Charles Percy, 1919-2011

Written by John Vecchione on Monday September 19, 2011

Charles Percy-former Republican Senator from Illinois died on September 17th at the ripe old age of 91. I met him in his last year in the Senate when I was in Washington on an internship/study program run by Hamilton college. Jonathan S. Tobin lambasts him and his views on Israel here. This is pretty much the ne’ plus ultra violation of the ancient maxim De Mortuis Nil Nisi Bonum and I will refrain from such viciousness as I don’t think it’s warranted.

When Paul Simon (he who partnered with bow ties not with Garfunckle) beat him in 1984, the Senate lost a commanding head of Senatorial hair. No Senator of that time or perhaps since, looked so much like a Senator should as Chuck Percy.

His obituary notes “The Chicago Tribune, The Washington Post and The Wall Street Journal all described him as “pompous.” I think his hair and bearing contributed to this judgment but for a Senator, it worked.

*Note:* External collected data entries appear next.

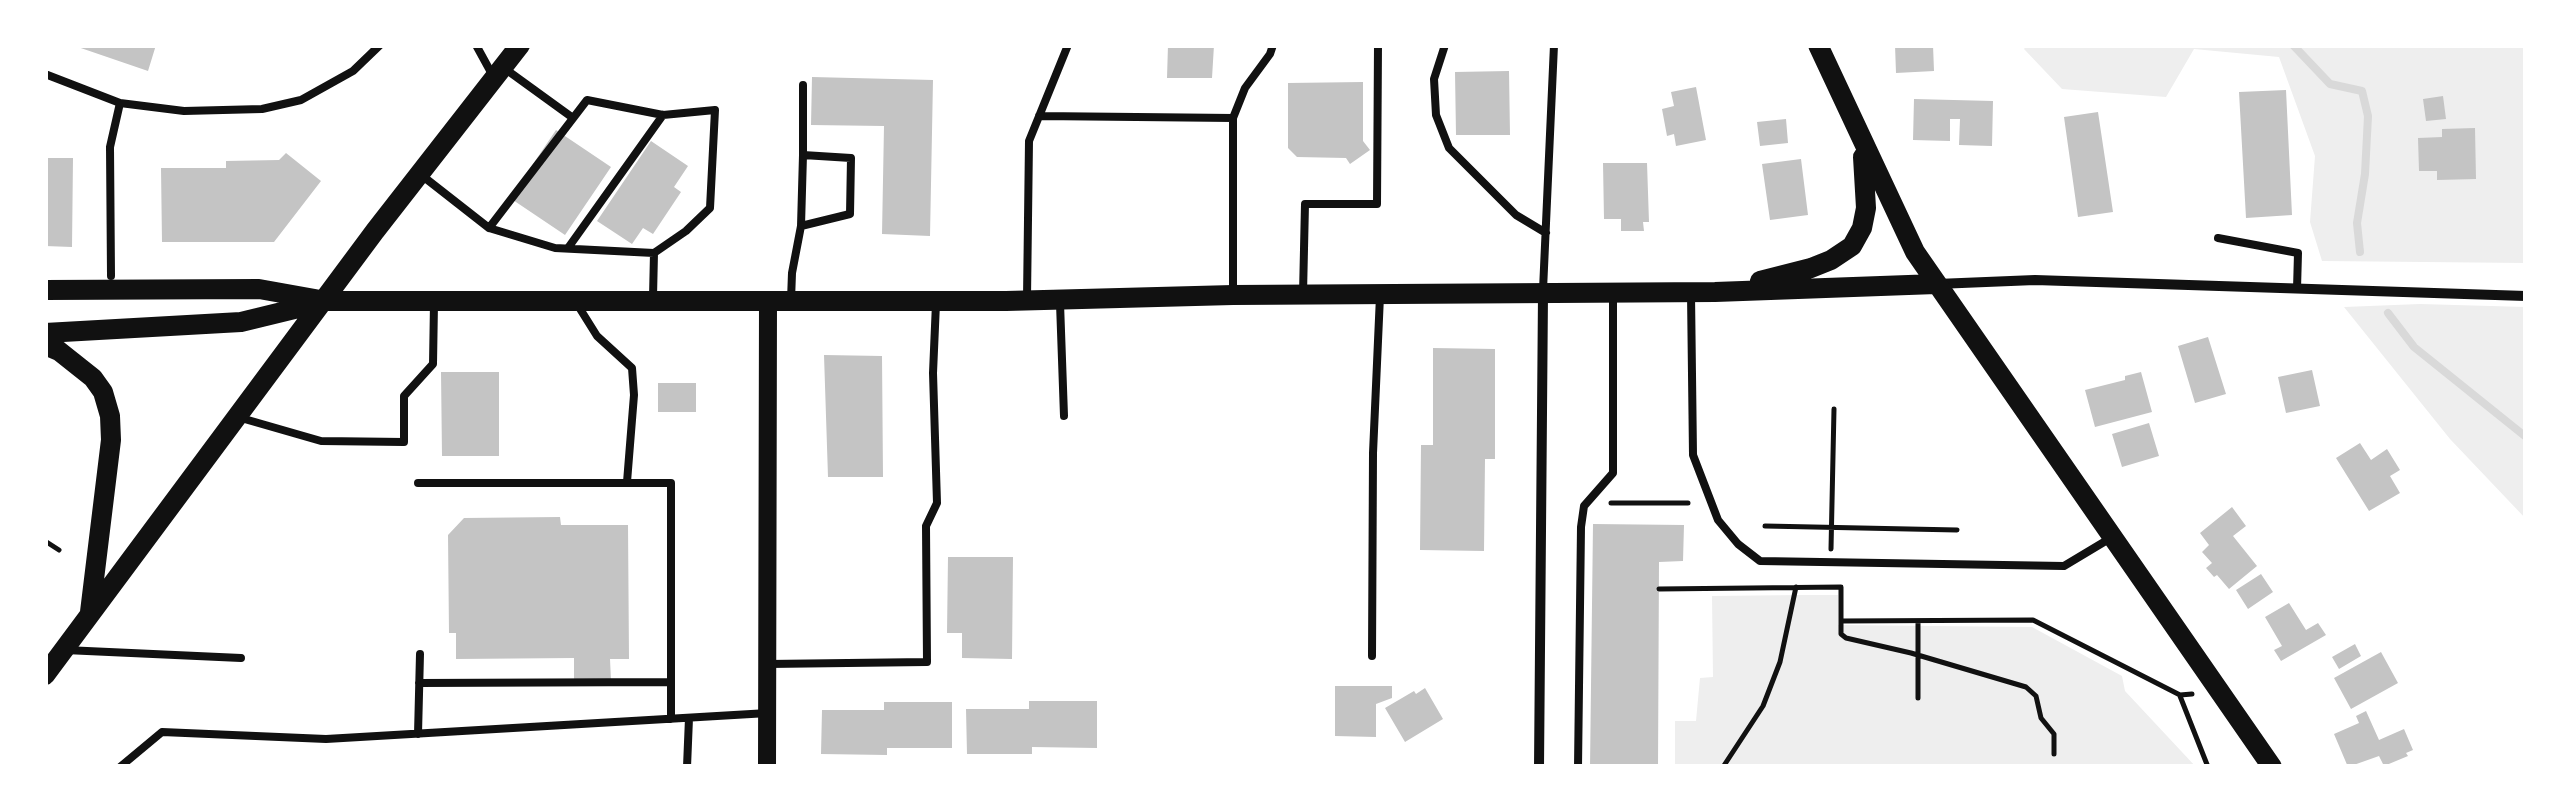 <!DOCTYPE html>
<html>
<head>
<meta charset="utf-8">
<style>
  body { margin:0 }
  #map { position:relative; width:2571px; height:812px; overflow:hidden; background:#fff; font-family:"Libre Baskerville",serif }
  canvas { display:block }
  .frame { position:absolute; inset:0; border:48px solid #fff; pointer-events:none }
</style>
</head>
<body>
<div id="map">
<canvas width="2571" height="812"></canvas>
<div class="frame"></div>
</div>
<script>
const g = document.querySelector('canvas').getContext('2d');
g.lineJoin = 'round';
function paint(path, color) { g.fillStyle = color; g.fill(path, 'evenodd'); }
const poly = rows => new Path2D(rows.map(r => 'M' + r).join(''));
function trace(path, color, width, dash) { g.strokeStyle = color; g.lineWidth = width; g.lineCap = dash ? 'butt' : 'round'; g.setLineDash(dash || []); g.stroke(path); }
paint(poly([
  [2027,45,2526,45,2526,263,2322,261,2310,222,2315,156,2279,57,2194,49,2166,97,2062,89,2024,49],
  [2420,304,2526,307,2526,519,2450,439,2344,307],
  [1801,595,1838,595,1838,625,2032,627,2122,676,2125,691,2196,767,1675,767,1675,721,1696,721,1700,678,1713,677,1712,596]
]), '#eee');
trace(poly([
  [2293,45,2330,84,2362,91,2368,116,2365,174,2357,223,2360,252],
  [2388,313,2414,347,2526,437]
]), '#d9d9d9', 8);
paint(poly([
  [72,45,156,45,148,71],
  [1168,45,1214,45,1212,78,1167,78],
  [1895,45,1933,45,1934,71,1896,73],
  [1509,71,1510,135,1456,135,1455,72],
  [812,77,933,80,930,236,882,234,884,126,811,125],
  [1363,82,1363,141,1370,150,1350,164,1346,158,1297,157,1288,148,1288,83],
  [1696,87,1706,140,1676,146,1674,134,1667,136,1662,109,1674,106,1671,92],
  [2286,90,2292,215,2246,218,2239,92],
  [2443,96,2446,119,2426,121,2423,99],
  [1914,99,1993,101,1992,146,1959,145,1960,119,1950,119,1950,141,1913,140],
  [2098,112,2113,212,2078,217,2064,117],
  [1786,119,1788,143,1760,146,1757,122],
  [2475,128,2476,179,2437,180,2437,171,2419,171,2418,138,2442,137,2442,129],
  [556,130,611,167,565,235,510,198],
  [651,141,688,166,674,187,681,192,653,234,643,228,632,244,597,221],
  [286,153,321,181,274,242,162,242,161,168,226,168,226,161,279,160],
  [45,158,73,158,72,247,45,246],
  [1801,159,1808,215,1770,220,1762,164],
  [1603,163,1647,163,1649,222,1643,222,1644,231,1621,231,1621,219,1604,219],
  [2208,337,2226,394,2195,403,2178,346],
  [1433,348,1495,349,1495,459,1485,459,1484,551,1420,550,1421,445,1433,445],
  [824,355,882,356,883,477,828,477],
  [2312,370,2320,406,2286,413,2278,377],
  [441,372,499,372,499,456,442,456],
  [2141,372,2152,412,2095,427,2085,390,2125,380,2125,376],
  [658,383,696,383,696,412,658,412],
  [2149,423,2159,456,2122,467,2112,434],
  [2360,443,2371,460,2387,449,2400,470,2390,476,2400,493,2369,511,2336,458],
  [2232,507,2246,526,2233,536,2257,566,2229,589,2217,575,2214,577,2206,568,2212,563,2202,552,2209,545,2200,533],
  [560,517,561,525,628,525,629,659,610,659,611,681,574,681,574,658,456,659,456,633,449,633,448,535,464,518],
  [1593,524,1684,525,1683,561,1659,562,1658,767,1590,767],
  [948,557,1013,557,1012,659,962,658,962,633,947,633],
  [2261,574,2273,592,2248,609,2236,590],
  [2289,603,2306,630,2318,623,2326,635,2281,661,2274,650,2282,646,2265,617],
  [2355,644,2361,656,2339,669,2332,657],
  [2381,652,2398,683,2351,709,2334,678],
  [1335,686,1392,686,1392,698,1376,704,1376,737,1335,736],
  [1425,688,1443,719,1405,742,1385,708,1414,691,1416,694],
  [1029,701,1097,701,1097,748,1032,747,1032,754,967,754,966,709,1029,709],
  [884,702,952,702,952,748,887,748,887,755,821,754,822,710,884,710],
  [2366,711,2379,740,2404,729,2413,750,2406,753,2408,756,2384,766,2379,756,2348,767,2334,734,2359,723,2356,716]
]), '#c4c4c4');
trace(poly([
  [1611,503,1688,503],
  [1765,526,1957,530],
  [45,541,59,550],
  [1831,549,1834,409],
  [1659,589,1841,587,1841,634,1846,638,1911,653,2026,687,2036,696,2041,718,2054,734,2054,754],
  [1841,621,2033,620,2180,695,2192,694],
  [1918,621,1918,698],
  [2180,696,2208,767],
  [1723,767,1763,706,1780,662,1796,587]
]), '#111', 5);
trace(poly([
  [476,45,493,76],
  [1445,45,1434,79,1436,115,1449,148,1516,215,1546,233],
  [504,68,573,118],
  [45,74,120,103,184,111,262,109,301,100,353,71,380,45],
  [1039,116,1233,118,1233,294],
  [1233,118,1245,88,1270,54,1273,45],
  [420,174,489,228,555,248,654,253,686,231,710,208,715,110,663,115,587,100,489,228],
  [801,226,803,155],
  [2218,238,2298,253,2297,289],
  [568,248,663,115],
  [111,276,110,147,120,103],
  [1543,290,1554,45],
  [1303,294,1305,204,1377,204,1378,45],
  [1691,294,1693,455,1718,520,1738,544,1760,561,2064,566,2109,539],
  [653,297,654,253],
  [1027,298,1029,141,1068,45],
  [791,300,792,273,801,226,850,214,851,158,803,155,803,85],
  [1060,303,1064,416],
  [577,304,597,336,632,368,634,395,627,482],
  [241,418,321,441,404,442,404,396,433,364,434,303],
  [418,483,671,483,671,719],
  [65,650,241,658],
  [1372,656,1373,453,1380,296],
  [768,664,927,662,926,526,937,503,933,373,936,303],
  [419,683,671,682],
  [418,734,420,654],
  [120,767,162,732,326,739,768,713],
  [687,767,689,718],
  [1578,767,1581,527,1584,506,1613,473,1613,296]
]), '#111', 8);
trace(poly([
  [1937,284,2035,280,2526,296],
  [1539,767,1543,294]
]), '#111', 10);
trace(poly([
  [767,767,768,300]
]), '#111', 18);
trace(poly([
  [1818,45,1915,252,2272,767],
  [1760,281,1811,268,1831,260,1852,246,1862,228,1866,208,1863,157],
  [45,290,259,289,326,301,1006,301,1233,295,1715,292,1936,284],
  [45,333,241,322,319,303],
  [45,345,59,351,93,378,103,392,110,416,111,440,90,612],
  [45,675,375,231,520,45]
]), '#111', 20);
</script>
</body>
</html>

It is no surprise that the New York Times lauds him. All enemies of Richard M. Nixon will be lauded in its pages upon death. Alger Hiss got a good word there. But the man who recommended John Paul Stevens to the bench after twice voting against Nixon appointees deserves the praise of that paper. (Justice Stevens ended his career as the main intellectual and judicial leader of the New York Times-wing of the bench.)

Percy lost both a wife and a daughter to premature deaths and bore up with incredible dignity. It is also true that scandal never touched him. But before nostalgia for Republicans who were not conservative gets out of hand we should look at the committee Percy ran. In his obituary the Times notes the old perennial that the Chairman of the Foreign Relation Committee seems out of touch to their constituents and this is one reason he lost. But it completely ignores another problem.

The Foreign Relations Committee was one of the big three or four committees where things happened when Charles Percy joined the Senate. But his Chairmanship combined with his Democratic counterpart Claiborne Pell (D-RI) weakened the committee as other Senators did not trust its product. If you don’t believe me, how about the New York Times. Other than the brief tenure of Richard Lugar, it was only the unlikely tag team of Jesse Helms and Joe Biden that brought that committee back to its former relevance.

This is important because there is a meme that “moderate” Republicans are competent while populist and conservative Republicans are somehow incompetent or dangerous to institutional strength. Nothing is so stark an example that this is not so than the Percy era at Foreign Relations. Mr. Tobin’s commentary that Mr. Percy was anti-Israel is a little too vicious considering he was also ineffective in that effort.

Moderation in the pursuit of Israel was no virtue but it did no lasting damage either. “Percyism” had no progeny. The current Senator from Illinois Mark Kirk is both competent and a moderate by today’s standards of the Republican Party. But he is not a liberal. His ADA rating will never exceed, as Percy’s did, his ACU rating. That represents an improvement in both the Republican Party and the Senate.